> **PROBLEM DETAILS**
Check every line of the entries below for "roads", and copy the lines that have it.

> **RECORDS**
____

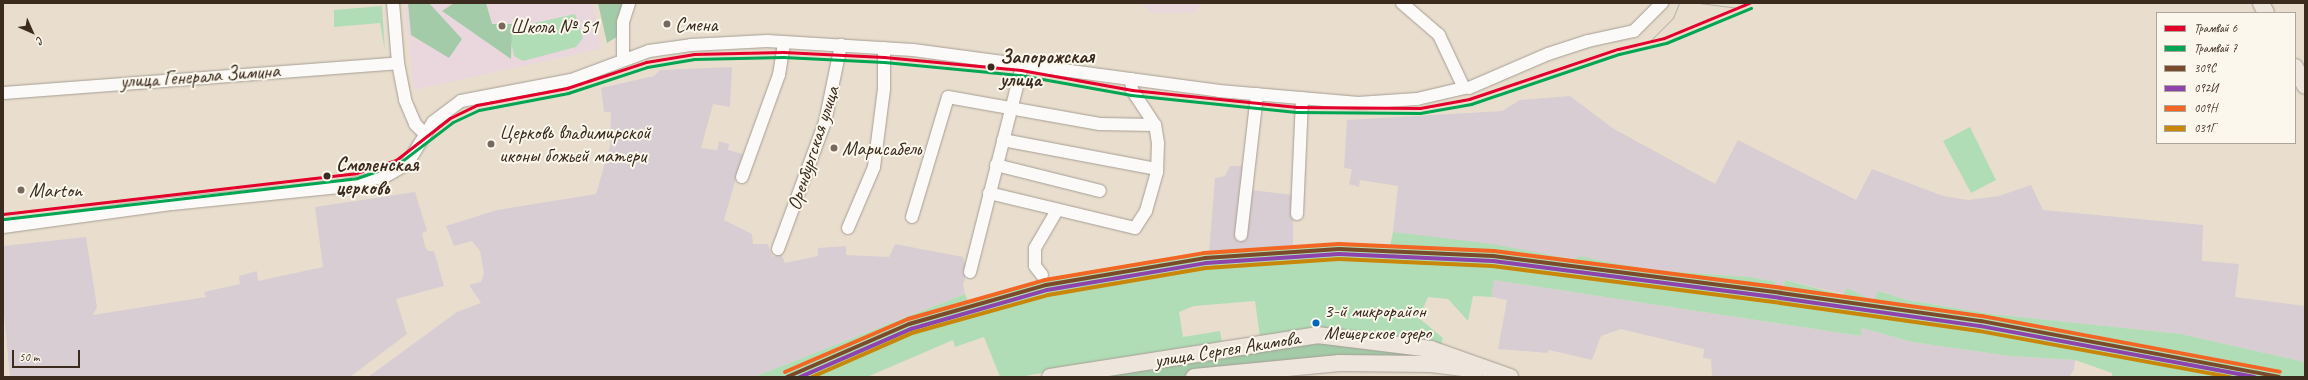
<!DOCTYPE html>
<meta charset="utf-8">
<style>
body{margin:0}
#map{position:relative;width:2308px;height:380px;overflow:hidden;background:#e9dece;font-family:Caveat,sans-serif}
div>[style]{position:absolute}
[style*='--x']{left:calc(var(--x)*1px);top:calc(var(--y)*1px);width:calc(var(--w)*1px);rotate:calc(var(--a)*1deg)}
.built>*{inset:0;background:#ead7de}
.industrial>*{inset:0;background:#d8cdd2}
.green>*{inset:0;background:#b0ddb6}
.forest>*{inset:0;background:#a3cba8}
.roads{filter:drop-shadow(0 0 1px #a69e94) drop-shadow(0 0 1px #a69e94)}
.minor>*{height:12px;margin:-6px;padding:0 6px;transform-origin:6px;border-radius:6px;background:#fcfaf8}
.major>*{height:16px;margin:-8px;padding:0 8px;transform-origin:8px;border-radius:8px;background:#eee5dc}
.tram>*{height:1px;margin:-0.5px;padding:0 0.5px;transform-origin:0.5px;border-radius:0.5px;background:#b6b3af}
.rail-1>*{height:4px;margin:-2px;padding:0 2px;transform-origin:2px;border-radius:2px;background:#7a4b2a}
.rail-2>*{height:4px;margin:-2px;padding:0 2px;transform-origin:2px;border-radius:2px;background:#8e44ad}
.rail-3>*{height:4px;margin:-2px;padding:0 2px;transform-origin:2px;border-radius:2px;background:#f26522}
.rail-4>*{height:4px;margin:-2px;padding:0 2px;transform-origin:2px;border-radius:2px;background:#c88708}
.tram-1>*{height:3px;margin:-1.5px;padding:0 1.5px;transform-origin:1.5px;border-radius:1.5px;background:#e4002b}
.tram-2>*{height:3px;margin:-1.5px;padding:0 1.5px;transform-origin:1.5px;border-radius:1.5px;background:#00a651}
.dots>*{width:11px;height:11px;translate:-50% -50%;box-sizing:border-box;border:2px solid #fbf7ec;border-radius:50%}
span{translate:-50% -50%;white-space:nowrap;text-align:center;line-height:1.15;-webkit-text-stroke:4px #fbf7ec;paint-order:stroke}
.bus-label{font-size:19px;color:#3b2a1e}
.left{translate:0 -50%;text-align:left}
.poi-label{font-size:20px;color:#3b2a1e}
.stop-label{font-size:20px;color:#3b2a1e;font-weight:700}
.street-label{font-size:20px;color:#3b2a1e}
.frame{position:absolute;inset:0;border:4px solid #3b2a1e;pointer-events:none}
.legend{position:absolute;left:2156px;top:12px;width:140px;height:132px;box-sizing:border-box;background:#fbf7ec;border:1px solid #aea59a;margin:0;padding:5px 7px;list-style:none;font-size:12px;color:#3b2a1e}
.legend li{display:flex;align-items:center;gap:8px;height:20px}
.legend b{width:20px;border:1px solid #aea59a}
.north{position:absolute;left:12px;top:12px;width:40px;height:40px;-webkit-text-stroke:3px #fbf7ec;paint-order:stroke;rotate:135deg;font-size:11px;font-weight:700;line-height:16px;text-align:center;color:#3b2a1e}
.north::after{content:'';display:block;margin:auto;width:14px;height:18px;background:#3b2a1e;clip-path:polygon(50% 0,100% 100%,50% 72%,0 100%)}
.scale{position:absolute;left:12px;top:350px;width:68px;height:18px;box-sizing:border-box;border:2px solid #3b2a1e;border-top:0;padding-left:5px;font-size:12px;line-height:14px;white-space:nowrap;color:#3b2a1e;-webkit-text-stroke:3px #fbf7ec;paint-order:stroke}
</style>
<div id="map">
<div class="built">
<i style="clip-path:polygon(405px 3px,593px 3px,600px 49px,414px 90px)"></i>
<i style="clip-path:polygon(1141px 3px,1203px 3px,1196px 12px,1152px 13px)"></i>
</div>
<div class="industrial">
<i style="clip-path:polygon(732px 67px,730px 107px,713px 104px,701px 148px,717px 150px,719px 141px,729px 144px,728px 150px,743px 154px,724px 220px,752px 234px,753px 244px,768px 244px,772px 257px,781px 254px,785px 263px,818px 256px,818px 248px,846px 246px,846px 255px,889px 257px,895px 244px,963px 257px,967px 271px,963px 285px,965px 294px,754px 377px,368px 377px,457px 312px,481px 303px,469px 285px,481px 282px,484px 273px,480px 251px,472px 241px,454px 246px,446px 226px,497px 210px,596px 194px,610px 146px,611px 112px,604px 112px,601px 88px,654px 76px,660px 70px)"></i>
<i style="clip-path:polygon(1570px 96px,1614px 129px,1715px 184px,1738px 140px,1856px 200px,1872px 169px,1943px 196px,1968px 200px,1999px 196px,2031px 185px,2043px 210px,2203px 225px,2202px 261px,2239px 264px,2235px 297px,2305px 306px,2305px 362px,2181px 334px,1991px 314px,1907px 300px,1880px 291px,1873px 301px,1785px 280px,1783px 289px,1775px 286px,1776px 282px,1750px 277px,1650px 270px,1393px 232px,1398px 186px,1360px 180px,1359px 187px,1349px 184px,1352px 169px,1344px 168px,1347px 120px,1502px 111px,1520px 100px)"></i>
<i style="clip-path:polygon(1230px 166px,1244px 166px,1251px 190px,1293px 195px,1293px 245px,1209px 253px,1215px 178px,1225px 176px)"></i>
<i style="clip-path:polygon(415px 192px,427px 231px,422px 233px,425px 246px,428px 251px,434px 251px,444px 286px,396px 299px,407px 334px,350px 377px,10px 377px,3px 304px,3px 246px,86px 237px,97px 307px,93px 315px,206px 297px,204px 292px,240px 284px,239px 276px,257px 271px,258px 281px,323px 267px,315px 207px)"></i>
<i style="clip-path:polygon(1494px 280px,1861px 336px,1862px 328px,1912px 342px,2010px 356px,2075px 360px,2074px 369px,2070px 376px,2056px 377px,1712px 377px,1711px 359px,1703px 358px,1704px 349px,1621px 329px,1601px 336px,1592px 360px,1549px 350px,1548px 353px,1498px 349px,1507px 300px,1492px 297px)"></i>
</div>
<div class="green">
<i style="clip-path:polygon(382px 6px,385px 51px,380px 23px,334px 27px,334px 10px)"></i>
<i style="clip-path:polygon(575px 14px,583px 38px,576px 47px,523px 61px,514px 56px,509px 33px,512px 28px)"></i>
<i style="clip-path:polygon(1970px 127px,1996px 180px,1971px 193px,1943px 141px)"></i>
<i style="clip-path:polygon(1393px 232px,1492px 244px,1576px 260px,1578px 256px,1650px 270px,1750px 277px,1776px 282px,1775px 286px,1783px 288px,1785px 280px,1843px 295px,1847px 288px,1873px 301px,1879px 291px,1907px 300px,1991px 314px,2181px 334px,2305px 362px,2305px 377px,2112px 377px,2112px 373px,2075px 360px,2010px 356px,1912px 342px,1862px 328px,1861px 336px,1494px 280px,1492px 297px,1473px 296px,1468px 321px,1448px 299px,1428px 297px,1419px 318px,1443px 338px,1441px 345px,1343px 329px,1260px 337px,1255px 301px,1194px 306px,1179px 312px,1183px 337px,1220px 331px,1222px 342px,1019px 377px,1000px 377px,984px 337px,955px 347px,953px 340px,867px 377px,754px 377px,965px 294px,968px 301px,1078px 273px,1164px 258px,1273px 246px,1390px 246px)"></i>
</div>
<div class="forest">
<i style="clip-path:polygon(408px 3px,429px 3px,462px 39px,449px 58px,411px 35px)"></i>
<i style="clip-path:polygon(454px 3px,486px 3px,492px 24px,512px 24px,511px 59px,442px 11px)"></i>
<i style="clip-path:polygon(598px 3px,625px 3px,618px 36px,607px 43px)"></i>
<i style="clip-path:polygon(1344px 343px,1432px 353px,1430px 361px,1165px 377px,1076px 377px,1261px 346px)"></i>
</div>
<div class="roads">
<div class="minor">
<i style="--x:393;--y:3;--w:60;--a:85.2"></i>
<i style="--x:398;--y:63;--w:38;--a:79"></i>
<i style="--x:405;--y:100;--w:26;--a:67"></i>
<i style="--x:415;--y:124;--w:13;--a:45"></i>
<i style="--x:623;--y:58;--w:36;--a:-90"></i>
<i style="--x:623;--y:22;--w:20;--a:-72"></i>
<i style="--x:1469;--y:88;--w:86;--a:-23.3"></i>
<i style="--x:1548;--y:54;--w:42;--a:-18"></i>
<i style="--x:1588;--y:41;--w:47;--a:-12.3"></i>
<i style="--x:1634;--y:31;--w:40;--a:-45"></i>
<i style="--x:3;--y:93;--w:396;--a:-4.3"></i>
<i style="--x:1003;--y:140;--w:157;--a:10.7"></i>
<i style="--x:996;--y:165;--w:107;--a:14"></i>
<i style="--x:742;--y:177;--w:109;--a:-70.1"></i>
<i style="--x:779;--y:75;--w:33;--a:-81"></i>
<i style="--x:989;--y:193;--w:150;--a:13.5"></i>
<i style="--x:1135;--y:228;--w:20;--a:-57"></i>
<i style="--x:1146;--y:211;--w:41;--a:-74.2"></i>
<i style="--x:1157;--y:172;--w:29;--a:-88"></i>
<i style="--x:1158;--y:143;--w:18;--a:-99"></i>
<i style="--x:1155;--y:125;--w:42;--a:-123.3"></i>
<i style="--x:1132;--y:90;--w:11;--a:-95"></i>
<i style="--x:1297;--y:214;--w:116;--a:-87.5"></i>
<i style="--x:912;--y:217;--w:125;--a:-73.3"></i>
<i style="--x:948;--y:97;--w:154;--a:10.1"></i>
<i style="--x:1100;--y:124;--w:55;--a:1"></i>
<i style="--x:3;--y:227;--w:171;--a:-7.8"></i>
<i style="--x:172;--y:204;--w:168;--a:-5.8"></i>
<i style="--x:339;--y:187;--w:48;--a:-13.2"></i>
<i style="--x:386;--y:176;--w:24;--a:-30"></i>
<i style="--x:407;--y:164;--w:49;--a:-58.2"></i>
<i style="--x:433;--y:122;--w:35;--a:-37"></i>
<i style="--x:461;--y:101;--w:112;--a:-10.8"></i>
<i style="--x:571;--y:80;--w:83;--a:-20.4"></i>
<i style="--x:649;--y:51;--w:42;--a:-8.1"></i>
<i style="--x:691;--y:45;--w:76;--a:-3"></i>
<i style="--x:767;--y:41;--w:146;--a:3.5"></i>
<i style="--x:913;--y:50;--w:309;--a:7.6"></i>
<i style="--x:1219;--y:91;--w:140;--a:4.9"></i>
<i style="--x:1358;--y:103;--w:59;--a:-3.9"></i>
<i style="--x:1417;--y:99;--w:48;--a:-13.2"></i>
<i style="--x:1464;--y:88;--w:59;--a:-115.3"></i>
<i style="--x:1439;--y:35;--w:49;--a:-139.1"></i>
<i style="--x:848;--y:228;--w:66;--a:-66.9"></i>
<i style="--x:874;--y:167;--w:79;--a:-82.7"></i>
<i style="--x:884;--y:89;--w:41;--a:-90"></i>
<i style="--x:1241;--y:235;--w:142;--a:-83.5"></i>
<i style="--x:778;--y:249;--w:135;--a:-69.7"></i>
<i style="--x:825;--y:122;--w:79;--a:-78.3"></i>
<i style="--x:970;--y:272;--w:216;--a:-75.8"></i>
<i style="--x:1042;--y:275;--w:11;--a:-128"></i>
<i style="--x:1035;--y:266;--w:18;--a:-90"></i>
<i style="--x:1035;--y:248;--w:42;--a:-59.7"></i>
</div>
<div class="major">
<i style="--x:2261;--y:3;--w:11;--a:63"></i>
<i style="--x:2295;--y:67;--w:21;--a:62"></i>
<i style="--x:1050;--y:377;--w:270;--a:-8.9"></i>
<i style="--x:1317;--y:335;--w:115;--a:7"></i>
<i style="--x:1431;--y:349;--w:84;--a:19.5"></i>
<i style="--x:1194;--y:377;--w:146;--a:-5.5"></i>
<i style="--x:1339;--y:363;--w:92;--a:0.6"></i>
<i style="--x:1431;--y:364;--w:46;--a:7.4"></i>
</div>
</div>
<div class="tram">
<i style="--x:1699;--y:3;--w:40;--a:7.1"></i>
<i style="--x:1650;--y:41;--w:33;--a:-45"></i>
<i style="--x:1673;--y:18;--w:16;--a:-68"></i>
</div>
<div class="rail-1">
<i style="--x:787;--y:377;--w:133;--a:-23.5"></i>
<i style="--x:909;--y:324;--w:142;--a:-15.9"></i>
<i style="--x:1046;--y:285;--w:161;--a:-9.6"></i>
<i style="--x:1205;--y:258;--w:134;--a:-3.8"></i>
<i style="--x:1339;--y:249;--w:154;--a:2.6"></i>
<i style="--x:1493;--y:256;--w:290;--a:7.3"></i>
<i style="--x:1781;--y:293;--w:202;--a:8"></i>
<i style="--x:1981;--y:321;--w:303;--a:10.6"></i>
</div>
<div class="rail-2">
<i style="--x:800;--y:377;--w:121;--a:-23.4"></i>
<i style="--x:911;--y:329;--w:141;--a:-16"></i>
<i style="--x:1047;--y:290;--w:161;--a:-9.6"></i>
<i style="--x:1206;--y:263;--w:133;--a:-3.9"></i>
<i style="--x:1339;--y:254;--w:154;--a:2.6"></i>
<i style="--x:1493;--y:261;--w:289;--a:7.3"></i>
<i style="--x:1780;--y:298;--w:202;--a:8"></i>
<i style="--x:1980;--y:326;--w:279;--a:10.5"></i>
</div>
<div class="rail-3">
<i style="--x:785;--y:372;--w:134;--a:-23.3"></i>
<i style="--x:908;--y:319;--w:142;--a:-15.9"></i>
<i style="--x:1045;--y:280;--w:161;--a:-9.6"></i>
<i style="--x:1204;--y:253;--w:135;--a:-3.8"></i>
<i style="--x:1339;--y:244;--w:155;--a:2.6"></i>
<i style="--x:1494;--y:251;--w:290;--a:7.3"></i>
<i style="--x:1782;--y:288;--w:202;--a:8"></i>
<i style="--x:1982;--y:316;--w:303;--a:10.6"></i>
</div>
<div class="rail-4">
<i style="--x:812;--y:377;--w:109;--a:-23.7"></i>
<i style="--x:912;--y:333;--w:141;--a:-15.6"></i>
<i style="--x:1048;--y:295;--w:160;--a:-9.7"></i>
<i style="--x:1206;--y:268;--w:133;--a:-3.9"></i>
<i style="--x:1339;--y:259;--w:153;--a:2.6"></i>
<i style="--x:1492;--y:266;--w:290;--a:7.3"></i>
<i style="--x:1780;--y:303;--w:201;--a:8"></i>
<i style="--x:1979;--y:331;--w:255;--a:10.4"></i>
</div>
<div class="tram-1">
<i style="--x:3;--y:214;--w:355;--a:-6.6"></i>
<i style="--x:356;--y:173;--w:42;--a:-18"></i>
<i style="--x:396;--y:160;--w:68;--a:-37.9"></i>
<i style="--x:450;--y:118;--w:30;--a:-26"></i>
<i style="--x:477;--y:105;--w:92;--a:-10.7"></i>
<i style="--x:567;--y:88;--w:83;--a:-18.2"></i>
<i style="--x:646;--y:62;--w:49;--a:-9.5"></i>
<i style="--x:694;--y:54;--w:89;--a:-1.3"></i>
<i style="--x:783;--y:52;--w:101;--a:2.8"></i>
<i style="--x:884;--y:57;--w:138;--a:5.4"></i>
<i style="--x:1021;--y:70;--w:113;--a:10.2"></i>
<i style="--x:1132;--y:90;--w:166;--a:5.9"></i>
<i style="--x:1297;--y:107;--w:123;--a:0.5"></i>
<i style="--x:1420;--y:108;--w:50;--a:-10.4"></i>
<i style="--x:1469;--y:99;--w:157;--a:-18.6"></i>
<i style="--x:1618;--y:49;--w:47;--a:-13.4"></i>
<i style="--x:1664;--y:38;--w:92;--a:-22.4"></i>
</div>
<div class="tram-2">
<i style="--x:4;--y:219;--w:355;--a:-6.6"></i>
<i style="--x:357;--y:178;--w:43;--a:-18.9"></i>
<i style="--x:398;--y:164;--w:69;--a:-37.4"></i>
<i style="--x:453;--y:122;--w:29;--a:-25"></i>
<i style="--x:479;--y:110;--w:91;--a:-10.8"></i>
<i style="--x:568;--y:93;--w:83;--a:-18.2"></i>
<i style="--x:647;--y:67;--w:48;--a:-9.7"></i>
<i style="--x:694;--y:59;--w:89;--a:-1.3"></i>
<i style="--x:783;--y:57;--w:101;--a:2.8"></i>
<i style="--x:884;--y:62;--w:137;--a:5.5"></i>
<i style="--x:1020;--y:75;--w:113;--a:10.2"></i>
<i style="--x:1131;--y:95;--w:166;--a:5.9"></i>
<i style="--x:1296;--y:112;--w:124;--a:0.5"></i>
<i style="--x:1420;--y:113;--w:52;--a:-10"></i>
<i style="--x:1471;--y:104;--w:156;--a:-18.7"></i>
<i style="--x:1619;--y:54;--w:48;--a:-13.2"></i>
<i style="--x:1666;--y:43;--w:92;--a:-22.4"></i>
</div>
<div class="dots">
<i style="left:667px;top:24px;background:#78695c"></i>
<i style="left:502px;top:26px;background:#78695c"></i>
<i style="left:991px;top:67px;background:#3b2a1e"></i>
<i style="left:491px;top:144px;background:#78695c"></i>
<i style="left:834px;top:148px;background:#78695c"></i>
<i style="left:327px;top:176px;background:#3b2a1e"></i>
<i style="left:21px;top:190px;background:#78695c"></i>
<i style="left:1316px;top:323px;background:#0065bd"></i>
</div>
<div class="bus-label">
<span class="left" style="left:1324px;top:323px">3-й микрорайон<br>Мещерское озеро</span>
</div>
<div class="poi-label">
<span class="left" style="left:675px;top:24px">Смена</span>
<span class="left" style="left:510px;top:26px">Школа № 51</span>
<span class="left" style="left:499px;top:144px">Церковь владимирской<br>иконы божьей матери</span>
<span class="left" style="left:842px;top:148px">Марисабель</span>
<span class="left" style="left:29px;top:190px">Marton</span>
</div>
<div class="stop-label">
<span class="left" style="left:1000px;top:68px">Запорожская<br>улица</span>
<span class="left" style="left:336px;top:176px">Смоленская<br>церковь</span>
</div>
<div class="street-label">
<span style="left:200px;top:76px;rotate:-4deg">улица Генерала Зимина</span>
<span style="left:813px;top:148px;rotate:-72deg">Оренбургская улица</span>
<span style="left:1227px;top:349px;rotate:-9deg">улица Сергея Акимова</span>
</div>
<div class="frame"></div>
<ul class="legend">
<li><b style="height:5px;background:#e4002b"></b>Трамвай 6</li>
<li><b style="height:5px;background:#00a651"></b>Трамвай 7</li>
<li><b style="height:5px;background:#7a4b2a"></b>309С</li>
<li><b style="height:5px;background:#8e44ad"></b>092И</li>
<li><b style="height:5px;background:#f26522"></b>009Н</li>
<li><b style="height:5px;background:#c88708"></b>031Г</li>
</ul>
<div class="north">С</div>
<div class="scale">50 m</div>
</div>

____

> **WRITTEN REPLY**
.roads{filter:drop-shadow(0 0 1px #a69e94) drop-shadow(0 0 1px #a69e94)}
<div class="roads">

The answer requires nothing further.